Certainly, our -- look, I mean, our customers are absolutely looking to incorporate AI into their operations. There are situations, I mean, Rich just mentioned one where they've -- on the utility side, incorporated those into risk models and have found that AI alone simply is not good enough and so -- but we see that in the medical device environment with sort of software as a medical device. There are -- we get pulled in on the regulatory side of that, right, where they're trying to get their -- develop their plan of attack for getting through the FDA in terms of approval on that. So, yes, I mean, our electronics clients are putting artificial intelligence into all kinds of different form factor devices, and they're asking us for our help in benchmarking and user research. So it's really everywhere we turn. There are different levels of confidence that clients have in it. Some are more sort of skeptical. Others want to dive right in, but they're coming to us for advice and sort of reality checking, if you will, in a lot of these applications.

Joshua Chan

Analyst · UBS.

Okay. And then maybe just a quick follow-up on next year on 2026. Is there anything different about how free cash flow will work in '26 than it worked in '25? Anything to kind of flag there?

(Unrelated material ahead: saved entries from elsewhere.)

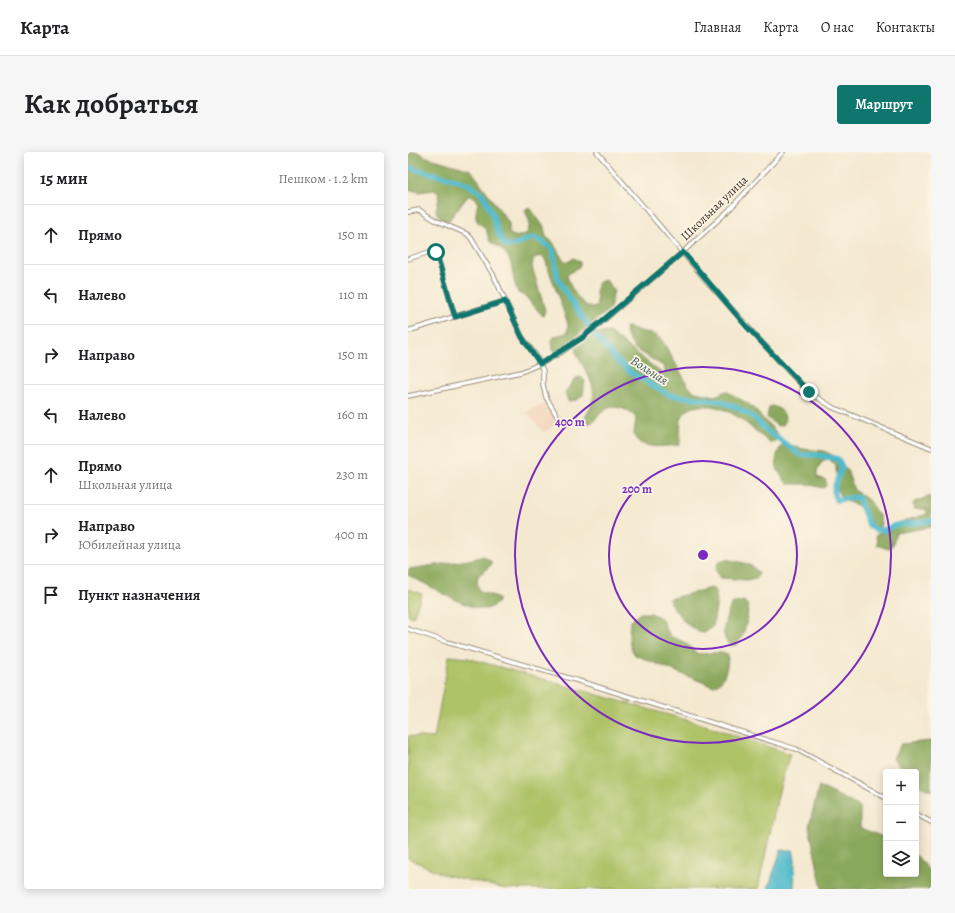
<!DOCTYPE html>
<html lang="ru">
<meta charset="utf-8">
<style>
:root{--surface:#fff;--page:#f6f6f6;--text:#202124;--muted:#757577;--line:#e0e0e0;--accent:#0f766e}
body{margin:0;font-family:Alegreya,serif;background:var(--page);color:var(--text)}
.controls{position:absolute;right:12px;bottom:12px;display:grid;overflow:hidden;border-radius:4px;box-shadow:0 2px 10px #0003}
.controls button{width:36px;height:36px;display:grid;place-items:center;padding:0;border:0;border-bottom:1px solid var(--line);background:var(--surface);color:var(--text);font:20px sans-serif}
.stop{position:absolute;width:12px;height:12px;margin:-9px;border:3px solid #0f766e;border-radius:50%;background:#fff}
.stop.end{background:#0f766e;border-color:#fff;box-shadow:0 1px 4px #0008}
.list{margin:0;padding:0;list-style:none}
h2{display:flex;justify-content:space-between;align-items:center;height:52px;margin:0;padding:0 16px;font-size:17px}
h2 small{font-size:13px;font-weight:400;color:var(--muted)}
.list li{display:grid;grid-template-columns:26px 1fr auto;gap:12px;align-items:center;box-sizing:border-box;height:60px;padding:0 16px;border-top:1px solid var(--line)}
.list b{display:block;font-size:15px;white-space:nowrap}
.list p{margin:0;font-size:13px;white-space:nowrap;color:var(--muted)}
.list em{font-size:13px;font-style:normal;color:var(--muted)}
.icon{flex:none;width:22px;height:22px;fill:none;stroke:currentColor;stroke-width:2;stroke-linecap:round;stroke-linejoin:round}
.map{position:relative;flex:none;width:523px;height:737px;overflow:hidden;border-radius:4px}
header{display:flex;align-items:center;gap:24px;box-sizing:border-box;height:56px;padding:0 20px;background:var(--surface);border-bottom:1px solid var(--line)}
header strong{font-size:19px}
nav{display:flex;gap:22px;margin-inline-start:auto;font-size:14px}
.intro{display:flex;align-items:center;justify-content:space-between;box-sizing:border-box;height:96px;padding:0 24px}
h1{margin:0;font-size:28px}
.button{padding:10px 18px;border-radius:4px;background:var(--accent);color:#fff;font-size:14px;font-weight:700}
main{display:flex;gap:24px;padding:0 24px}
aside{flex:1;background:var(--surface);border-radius:4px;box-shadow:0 2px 10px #0003}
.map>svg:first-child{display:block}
.built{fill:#f2d5bd}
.green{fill:#aec267;stroke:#747642}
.forest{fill:#8aa85c;stroke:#62693d}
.water{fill:#50bacc;stroke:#467275}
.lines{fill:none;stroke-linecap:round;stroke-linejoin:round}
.river{stroke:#50bacc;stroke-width:5.5}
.minor-casing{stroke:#988a77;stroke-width:5.5}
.minor{stroke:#fff;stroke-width:3.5}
.route{stroke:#0f766e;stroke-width:5}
.ring{fill:none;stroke:#7b2cbf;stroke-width:2}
.labels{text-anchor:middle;stroke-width:3.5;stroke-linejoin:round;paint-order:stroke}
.street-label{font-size:12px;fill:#3b2a1e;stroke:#fcf5e5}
.water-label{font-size:13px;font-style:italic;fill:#425c5b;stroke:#fcf5e5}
.centre{fill:#7b2cbf;stroke:#fcf5e5;stroke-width:2}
.ring-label{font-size:12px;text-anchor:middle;font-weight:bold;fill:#7b2cbf;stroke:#fcf5e5;stroke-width:3.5;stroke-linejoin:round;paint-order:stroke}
</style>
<header>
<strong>Карта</strong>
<nav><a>Главная</a><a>Карта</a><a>О нас</a><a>Контакты</a></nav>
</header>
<div class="intro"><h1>Как добраться</h1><a class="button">Маршрут</a></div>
<main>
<aside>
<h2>15 мин<small>Пешком · 1.2 km</small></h2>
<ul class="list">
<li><svg class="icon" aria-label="ahead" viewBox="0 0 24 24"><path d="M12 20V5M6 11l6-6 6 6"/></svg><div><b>Прямо</b></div><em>150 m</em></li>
<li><svg class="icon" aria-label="left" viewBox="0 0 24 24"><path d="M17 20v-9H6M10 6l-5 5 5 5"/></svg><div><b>Налево</b></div><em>110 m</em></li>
<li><svg class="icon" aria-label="right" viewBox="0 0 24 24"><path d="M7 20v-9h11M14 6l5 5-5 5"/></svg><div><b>Направо</b></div><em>150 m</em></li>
<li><svg class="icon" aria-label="left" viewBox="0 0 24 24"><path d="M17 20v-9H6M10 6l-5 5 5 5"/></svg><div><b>Налево</b></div><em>160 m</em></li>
<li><svg class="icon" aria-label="ahead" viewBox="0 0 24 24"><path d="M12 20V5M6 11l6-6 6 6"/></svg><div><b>Прямо</b><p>Школьная улица</p></div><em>230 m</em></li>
<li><svg class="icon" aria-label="right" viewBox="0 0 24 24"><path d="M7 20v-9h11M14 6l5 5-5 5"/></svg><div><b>Направо</b><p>Юбилейная улица</p></div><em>400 m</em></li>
<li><svg class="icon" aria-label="arrive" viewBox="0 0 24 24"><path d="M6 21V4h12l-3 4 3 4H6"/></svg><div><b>Пункт назначения</b></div></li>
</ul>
</aside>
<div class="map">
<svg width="523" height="737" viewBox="0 0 523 737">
<rect width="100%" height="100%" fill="#fcf5e5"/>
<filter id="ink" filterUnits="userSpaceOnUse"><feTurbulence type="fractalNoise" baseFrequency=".025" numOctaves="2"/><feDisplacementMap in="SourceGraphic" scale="8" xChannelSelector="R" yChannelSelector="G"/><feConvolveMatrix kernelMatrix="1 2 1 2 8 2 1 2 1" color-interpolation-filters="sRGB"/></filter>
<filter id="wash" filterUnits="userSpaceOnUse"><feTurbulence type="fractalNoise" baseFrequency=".012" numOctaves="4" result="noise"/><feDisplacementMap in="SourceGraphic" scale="16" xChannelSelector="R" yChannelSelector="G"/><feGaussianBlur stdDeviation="0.9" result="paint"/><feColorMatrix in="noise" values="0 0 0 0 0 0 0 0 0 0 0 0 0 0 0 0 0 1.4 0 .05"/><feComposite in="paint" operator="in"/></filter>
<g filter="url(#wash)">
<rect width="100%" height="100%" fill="#f4e9d0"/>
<path class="built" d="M139 251 141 258 151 269 136 281 118 260Z"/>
<g class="green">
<path d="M0 437 14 442 5 465 0 463Z"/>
<path d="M41 504 60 506 300 574 382 602 371 639 350 737H98L34 722 0 706V584L26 586Z"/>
</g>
<g class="forest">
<path d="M0 0H9L19 5 63 18 101 71V81C108 87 114 84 120 80L122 71 117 58 119 56 123 57 136 75 138 85 144 89 155 108 160 110 166 106 172 110V114L159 123C161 134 173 155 186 156L189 153C189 143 184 129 198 128L206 138 202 156 198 160 157 193 149 199 145 198 144 188 147 184 159 181 160 172 137 107 134 104 128 105 125 109 124 115 137 158 135 164 117 144 110 141C100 118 111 105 82 90 80 86 80 82 78 78 76 74 72 73 69 69 64 60 78 44 60 44L41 68 37 69C20 58 33 54 31 41L26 38 11 40 0 37Z"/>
<path d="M218 175 247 183 254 188 281 235 287 240 307 244 318 239 342 253 369 281 371 286 368 290H361C339 273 321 251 291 254 284 255 277 258 274 265 270 274 275 284 271 293 259 294 229 299 226 282 226 277 228 271 228 266 222 258 206 251 197 258 192 261 188 267 183 271H179L177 265C196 239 179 224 168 200L169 196 188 181 201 180 255 222H258L255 214 226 196 217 181Z"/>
<path d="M173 225 177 229 175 243 169 248 160 249 157 240 168 226Z"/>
<path d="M364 254C372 256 376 260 378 268L375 273 370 274 359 266 361 255Z"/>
<path d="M377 291 395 297 416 299 426 304 439 318 446 338 460 348 471 364 473 371 472 375H466L456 359 449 353 434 348 429 337 428 314 421 307C413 308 408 317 409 325L418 328V334L415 336 399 332H380C367 320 363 303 377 291Z"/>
<path d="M519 345H523V375L488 381 485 393 480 397 469 393 468 383 474 381 483 373 519 362 518 357H506L505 354 506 350Z"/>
<path d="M76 404 83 409V413L70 424C67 443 76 439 90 446V450C86 454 81 457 76 457 59 457 17 431 0 423L1 417 61 408Z"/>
<path d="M317 407C329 410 345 410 351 422L348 426 338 428 313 426 308 419 310 410Z"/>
<path d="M303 436 308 439 309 449 305 474 297 481C280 478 272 464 262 451L261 447Z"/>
<path d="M336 449 340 454C340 469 337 481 329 493L322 494C310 481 318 468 323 452Z"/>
<path d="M232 461H243L253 466 262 484 276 490 290 502 315 500 320 503C320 514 317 532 304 534L227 503C219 492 221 483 222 470Z"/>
<path d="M523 589V639L508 632V620C498 620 490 615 485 606L493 592Z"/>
<path d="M411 634 452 655V676L478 686V722H508V703L523 721V737H414L401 674Z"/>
</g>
<path class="water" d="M373 698H385L387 707 386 737H360Z"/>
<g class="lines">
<path class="river" d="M0 15C25 24 51 23 73 41 77 44 80 53 82 57 88 70 88 83 98 94 125 92 117 75 145 98L150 127 159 143 189 186 208 208 224 221 261 243 312 249 328 255 345 265 359 279 393 303H409L430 307 434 315C431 326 422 338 428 348L450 345 461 373 468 378H476L488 373 523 369"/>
</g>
</g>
<g filter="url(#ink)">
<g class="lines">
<defs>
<g id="minor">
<path d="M189 0 296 126 379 218 401 240 424 255 523 296"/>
<path d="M0 60 11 58 27 68 59 82 63 86 86 124 114 185 129 205 135 219V233L138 245 152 269"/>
<path d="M0 107 24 99 28 100 47 165"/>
<path d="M0 179 97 149"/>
<path d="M0 244 113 220 132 212 154 200 194 170 275 100 321 58 375 0"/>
<path d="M0 477 39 490 184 533 388 597 478 646"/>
<path d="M508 662 523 670"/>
</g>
</defs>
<use href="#minor" class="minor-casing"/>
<use href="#minor" class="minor"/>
</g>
</g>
<g class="lines" filter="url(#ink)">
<path class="route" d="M28 100 47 165 97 149 114 185 132 212 174 186 275 100 338 174 401 240"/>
</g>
<g class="ring">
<circle cx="295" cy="403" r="94"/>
<circle cx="295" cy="403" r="188"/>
</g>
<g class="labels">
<g class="street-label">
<text transform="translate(306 56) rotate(-44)" y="4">Школьная улица</text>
</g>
<g class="water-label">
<text transform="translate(242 218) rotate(33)" y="5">Вольная</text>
</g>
</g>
<circle cx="295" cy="403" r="6" class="centre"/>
<g class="ring-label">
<text x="162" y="274">400 m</text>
<text x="229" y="341">200 m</text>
</g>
</svg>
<div class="controls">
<button>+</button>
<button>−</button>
<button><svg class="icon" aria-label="layers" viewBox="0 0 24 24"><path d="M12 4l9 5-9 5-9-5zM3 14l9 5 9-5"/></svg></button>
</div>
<div class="stop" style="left:28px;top:100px"></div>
<div class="stop end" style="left:401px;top:240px"></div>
</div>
</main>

Or is that a pretty normal conversion?

Richard Schlenker

Analyst · UBS.

Our expectation is that we may be able to improve upon that conversion. The area -- we had sort of a heavy amount of reimbursables there at the end of the year tied in with the studies, which made DSOs a little bit higher than the average of where we would want to end the year. So I would expect that, that would naturally and through some efforts we're making come into more balance, so they might be able to bring down DSOs by a few days, and that will help us move to a steady state and improve -- area to improve cash flows going forward.

Operator

Operator

The conference has now concluded. Thank you for attending today's presentation. You may now disconnect.